▽
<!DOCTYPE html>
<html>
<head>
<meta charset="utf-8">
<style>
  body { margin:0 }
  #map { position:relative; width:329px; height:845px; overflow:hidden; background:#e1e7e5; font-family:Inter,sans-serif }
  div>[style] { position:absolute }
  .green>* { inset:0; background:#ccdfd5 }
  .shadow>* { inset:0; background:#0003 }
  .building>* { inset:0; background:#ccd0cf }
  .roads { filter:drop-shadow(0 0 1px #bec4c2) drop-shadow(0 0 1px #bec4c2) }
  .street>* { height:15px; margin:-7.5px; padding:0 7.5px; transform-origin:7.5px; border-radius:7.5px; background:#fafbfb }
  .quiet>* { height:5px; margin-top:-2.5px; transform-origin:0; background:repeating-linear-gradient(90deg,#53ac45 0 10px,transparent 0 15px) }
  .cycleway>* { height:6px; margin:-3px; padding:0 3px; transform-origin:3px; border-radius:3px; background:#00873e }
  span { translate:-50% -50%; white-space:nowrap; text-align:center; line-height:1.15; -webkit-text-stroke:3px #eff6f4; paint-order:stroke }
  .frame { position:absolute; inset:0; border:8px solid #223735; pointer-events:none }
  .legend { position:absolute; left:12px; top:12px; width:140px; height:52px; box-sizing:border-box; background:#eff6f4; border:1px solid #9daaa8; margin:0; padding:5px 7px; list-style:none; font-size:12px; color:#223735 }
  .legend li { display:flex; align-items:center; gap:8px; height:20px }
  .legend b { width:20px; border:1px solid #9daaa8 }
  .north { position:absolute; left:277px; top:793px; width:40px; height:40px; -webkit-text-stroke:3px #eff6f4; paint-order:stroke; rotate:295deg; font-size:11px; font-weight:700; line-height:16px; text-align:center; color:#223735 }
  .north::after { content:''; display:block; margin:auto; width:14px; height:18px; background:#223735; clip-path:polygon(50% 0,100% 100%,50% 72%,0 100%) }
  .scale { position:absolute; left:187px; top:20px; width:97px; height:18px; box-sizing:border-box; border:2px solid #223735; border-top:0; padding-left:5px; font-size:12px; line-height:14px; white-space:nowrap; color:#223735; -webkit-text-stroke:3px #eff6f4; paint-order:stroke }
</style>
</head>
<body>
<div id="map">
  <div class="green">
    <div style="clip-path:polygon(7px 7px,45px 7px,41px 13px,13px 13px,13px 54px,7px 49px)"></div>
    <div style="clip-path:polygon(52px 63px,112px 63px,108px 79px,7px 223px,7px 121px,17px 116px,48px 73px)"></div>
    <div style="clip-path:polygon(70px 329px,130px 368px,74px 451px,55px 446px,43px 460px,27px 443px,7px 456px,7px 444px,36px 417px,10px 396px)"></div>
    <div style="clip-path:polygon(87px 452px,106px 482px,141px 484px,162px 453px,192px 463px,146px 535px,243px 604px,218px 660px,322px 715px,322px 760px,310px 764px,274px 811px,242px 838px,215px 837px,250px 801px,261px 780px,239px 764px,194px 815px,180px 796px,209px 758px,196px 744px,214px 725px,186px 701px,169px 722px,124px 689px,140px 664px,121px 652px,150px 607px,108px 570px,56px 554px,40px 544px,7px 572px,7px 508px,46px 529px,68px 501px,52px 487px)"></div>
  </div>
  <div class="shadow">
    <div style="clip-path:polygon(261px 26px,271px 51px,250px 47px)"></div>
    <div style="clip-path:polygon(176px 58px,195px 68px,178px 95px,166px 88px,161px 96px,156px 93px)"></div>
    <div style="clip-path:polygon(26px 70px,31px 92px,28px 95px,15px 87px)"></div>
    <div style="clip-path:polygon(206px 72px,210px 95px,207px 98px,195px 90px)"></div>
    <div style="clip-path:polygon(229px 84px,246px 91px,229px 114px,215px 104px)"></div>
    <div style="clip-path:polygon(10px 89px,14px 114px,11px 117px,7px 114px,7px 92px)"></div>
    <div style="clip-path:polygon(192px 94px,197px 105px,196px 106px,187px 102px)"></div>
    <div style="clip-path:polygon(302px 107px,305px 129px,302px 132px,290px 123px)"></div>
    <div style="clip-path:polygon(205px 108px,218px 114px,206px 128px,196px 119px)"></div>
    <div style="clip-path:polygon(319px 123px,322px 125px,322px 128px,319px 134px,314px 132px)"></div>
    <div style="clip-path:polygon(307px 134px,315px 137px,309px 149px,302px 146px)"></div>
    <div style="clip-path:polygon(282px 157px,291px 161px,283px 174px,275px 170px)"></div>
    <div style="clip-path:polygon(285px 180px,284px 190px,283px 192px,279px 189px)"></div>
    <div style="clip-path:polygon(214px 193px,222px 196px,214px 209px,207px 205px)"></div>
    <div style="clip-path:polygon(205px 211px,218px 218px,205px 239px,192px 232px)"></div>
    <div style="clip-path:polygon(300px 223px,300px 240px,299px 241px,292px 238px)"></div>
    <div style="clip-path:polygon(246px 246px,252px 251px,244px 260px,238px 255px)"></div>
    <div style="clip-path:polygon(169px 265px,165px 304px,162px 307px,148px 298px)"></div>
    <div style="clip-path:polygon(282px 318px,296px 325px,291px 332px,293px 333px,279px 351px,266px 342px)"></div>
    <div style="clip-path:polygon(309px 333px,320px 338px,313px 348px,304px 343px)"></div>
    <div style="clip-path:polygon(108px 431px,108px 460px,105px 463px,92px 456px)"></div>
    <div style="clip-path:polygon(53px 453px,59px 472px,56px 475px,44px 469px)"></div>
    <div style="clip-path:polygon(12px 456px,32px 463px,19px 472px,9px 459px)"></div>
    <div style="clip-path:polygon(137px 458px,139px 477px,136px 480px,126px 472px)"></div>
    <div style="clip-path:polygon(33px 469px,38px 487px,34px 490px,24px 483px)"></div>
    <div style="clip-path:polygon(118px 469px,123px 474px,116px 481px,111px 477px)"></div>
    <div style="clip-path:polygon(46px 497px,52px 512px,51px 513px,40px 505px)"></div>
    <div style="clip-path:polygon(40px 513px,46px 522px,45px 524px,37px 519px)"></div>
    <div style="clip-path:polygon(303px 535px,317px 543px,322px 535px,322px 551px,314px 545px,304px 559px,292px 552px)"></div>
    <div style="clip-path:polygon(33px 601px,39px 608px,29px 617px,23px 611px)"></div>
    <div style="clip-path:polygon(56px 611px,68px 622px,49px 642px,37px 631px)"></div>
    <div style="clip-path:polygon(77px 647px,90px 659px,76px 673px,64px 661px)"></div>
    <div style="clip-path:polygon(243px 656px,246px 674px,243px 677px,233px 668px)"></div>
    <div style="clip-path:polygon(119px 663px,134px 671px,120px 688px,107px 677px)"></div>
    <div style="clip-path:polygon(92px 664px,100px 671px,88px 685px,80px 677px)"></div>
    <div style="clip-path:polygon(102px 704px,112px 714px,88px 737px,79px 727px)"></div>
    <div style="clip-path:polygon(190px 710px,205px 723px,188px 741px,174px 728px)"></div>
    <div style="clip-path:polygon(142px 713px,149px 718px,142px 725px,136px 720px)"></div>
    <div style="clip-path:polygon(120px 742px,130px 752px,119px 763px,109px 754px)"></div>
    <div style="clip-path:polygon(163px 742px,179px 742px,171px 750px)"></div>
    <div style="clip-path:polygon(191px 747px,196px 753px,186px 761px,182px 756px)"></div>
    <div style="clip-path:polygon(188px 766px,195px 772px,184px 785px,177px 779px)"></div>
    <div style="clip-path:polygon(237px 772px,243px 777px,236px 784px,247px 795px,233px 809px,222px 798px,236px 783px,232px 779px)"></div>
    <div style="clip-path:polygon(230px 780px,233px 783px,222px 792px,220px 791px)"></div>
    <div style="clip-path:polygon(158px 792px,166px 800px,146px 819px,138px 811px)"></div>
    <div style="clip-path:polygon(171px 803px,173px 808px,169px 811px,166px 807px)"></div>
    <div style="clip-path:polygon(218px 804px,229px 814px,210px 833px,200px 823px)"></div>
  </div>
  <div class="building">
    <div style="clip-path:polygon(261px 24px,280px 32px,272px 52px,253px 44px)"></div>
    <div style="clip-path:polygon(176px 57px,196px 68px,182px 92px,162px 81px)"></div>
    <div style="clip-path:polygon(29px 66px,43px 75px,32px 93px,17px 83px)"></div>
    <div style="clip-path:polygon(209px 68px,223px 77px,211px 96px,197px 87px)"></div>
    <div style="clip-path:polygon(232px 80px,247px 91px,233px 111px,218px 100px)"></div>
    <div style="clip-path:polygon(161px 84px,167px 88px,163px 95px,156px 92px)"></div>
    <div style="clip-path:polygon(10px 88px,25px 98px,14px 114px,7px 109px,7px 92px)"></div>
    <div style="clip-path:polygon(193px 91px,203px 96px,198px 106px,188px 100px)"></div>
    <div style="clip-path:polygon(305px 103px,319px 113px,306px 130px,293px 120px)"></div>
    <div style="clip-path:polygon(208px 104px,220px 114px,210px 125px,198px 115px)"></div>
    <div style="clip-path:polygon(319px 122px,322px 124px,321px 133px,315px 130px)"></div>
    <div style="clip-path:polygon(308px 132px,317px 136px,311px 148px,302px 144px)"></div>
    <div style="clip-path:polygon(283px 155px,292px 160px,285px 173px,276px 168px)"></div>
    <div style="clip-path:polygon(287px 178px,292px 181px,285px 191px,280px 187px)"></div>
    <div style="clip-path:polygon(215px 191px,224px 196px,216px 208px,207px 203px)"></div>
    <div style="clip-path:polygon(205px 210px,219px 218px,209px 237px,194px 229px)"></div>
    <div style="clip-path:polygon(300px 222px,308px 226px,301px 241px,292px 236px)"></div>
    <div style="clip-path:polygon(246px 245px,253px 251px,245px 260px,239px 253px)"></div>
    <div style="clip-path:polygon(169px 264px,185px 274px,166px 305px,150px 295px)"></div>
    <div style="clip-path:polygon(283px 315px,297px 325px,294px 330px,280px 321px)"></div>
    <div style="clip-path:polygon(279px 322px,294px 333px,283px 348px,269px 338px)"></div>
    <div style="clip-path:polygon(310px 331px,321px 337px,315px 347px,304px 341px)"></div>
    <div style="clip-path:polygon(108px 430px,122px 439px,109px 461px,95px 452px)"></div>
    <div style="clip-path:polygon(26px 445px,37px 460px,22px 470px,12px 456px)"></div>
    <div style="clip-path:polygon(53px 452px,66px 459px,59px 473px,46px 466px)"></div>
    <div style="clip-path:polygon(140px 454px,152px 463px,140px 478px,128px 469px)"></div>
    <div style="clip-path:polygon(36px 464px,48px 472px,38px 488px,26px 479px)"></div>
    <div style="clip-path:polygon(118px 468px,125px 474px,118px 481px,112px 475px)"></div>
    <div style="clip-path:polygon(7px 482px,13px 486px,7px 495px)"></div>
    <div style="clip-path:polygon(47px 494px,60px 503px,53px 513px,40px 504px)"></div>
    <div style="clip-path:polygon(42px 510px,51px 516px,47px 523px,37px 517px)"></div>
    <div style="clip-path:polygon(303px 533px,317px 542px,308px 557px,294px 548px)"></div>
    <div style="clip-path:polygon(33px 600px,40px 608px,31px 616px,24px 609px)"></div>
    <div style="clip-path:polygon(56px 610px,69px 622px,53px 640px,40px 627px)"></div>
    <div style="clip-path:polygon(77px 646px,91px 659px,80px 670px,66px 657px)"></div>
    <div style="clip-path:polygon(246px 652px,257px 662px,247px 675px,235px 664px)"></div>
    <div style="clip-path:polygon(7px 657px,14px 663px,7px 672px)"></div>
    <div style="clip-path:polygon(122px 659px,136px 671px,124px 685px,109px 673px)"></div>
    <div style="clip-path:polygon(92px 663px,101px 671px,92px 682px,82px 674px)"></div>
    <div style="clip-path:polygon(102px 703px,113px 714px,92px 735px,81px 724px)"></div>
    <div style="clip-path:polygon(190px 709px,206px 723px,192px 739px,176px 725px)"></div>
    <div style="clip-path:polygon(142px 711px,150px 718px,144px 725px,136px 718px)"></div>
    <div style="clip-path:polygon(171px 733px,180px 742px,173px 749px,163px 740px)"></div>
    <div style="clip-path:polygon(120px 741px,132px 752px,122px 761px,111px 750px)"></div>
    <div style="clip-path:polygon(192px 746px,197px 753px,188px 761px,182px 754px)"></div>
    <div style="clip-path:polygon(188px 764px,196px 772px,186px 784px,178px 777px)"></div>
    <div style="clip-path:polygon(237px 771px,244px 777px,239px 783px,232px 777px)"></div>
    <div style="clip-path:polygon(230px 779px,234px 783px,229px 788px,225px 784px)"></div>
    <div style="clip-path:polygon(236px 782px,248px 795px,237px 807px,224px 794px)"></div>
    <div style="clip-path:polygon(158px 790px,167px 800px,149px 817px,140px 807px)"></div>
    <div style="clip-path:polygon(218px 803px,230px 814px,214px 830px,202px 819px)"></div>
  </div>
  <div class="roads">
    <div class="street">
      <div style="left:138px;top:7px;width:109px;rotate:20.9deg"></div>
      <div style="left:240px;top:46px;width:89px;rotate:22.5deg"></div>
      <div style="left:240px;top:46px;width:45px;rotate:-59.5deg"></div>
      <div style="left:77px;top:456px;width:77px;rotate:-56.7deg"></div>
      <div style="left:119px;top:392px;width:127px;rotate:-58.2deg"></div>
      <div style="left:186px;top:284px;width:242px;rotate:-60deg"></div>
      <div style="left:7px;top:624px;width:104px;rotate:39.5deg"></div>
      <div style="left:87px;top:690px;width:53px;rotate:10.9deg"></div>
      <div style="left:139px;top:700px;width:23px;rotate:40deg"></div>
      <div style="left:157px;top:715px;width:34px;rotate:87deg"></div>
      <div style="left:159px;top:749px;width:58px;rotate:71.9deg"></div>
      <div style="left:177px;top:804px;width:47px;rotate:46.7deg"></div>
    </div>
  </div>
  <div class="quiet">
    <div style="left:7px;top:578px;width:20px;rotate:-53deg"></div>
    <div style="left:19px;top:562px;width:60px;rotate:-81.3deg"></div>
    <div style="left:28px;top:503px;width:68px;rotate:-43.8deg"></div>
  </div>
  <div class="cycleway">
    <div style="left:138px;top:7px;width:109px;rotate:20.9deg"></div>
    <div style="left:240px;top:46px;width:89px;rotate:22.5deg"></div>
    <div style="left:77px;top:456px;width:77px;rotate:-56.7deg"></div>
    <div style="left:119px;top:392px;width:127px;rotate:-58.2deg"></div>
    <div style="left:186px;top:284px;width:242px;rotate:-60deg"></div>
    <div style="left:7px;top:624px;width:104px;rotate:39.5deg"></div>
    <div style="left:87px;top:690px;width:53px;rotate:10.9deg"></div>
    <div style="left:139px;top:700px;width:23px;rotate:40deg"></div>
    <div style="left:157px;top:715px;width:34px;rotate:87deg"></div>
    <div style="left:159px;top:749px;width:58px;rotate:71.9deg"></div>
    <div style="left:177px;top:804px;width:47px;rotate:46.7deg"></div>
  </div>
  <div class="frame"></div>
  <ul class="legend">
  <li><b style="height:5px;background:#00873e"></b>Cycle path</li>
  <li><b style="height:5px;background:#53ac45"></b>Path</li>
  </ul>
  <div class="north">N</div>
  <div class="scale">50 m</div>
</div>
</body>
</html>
△
Task item: Your answer should consist of the lines from the line with "width:20px; border:1px solid" to the line with "position:absolute; left:277px; top:793px;" above, repeated exactly, both ends included.

Result of the task:
  .legend b { width:20px; border:1px solid #9daaa8 }
  .north { position:absolute; left:277px; top:793px; width:40px; height:40px; -webkit-text-stroke:3px #eff6f4; paint-order:stroke; rotate:295deg; font-size:11px; font-weight:700; line-height:16px; text-align:center; color:#223735 }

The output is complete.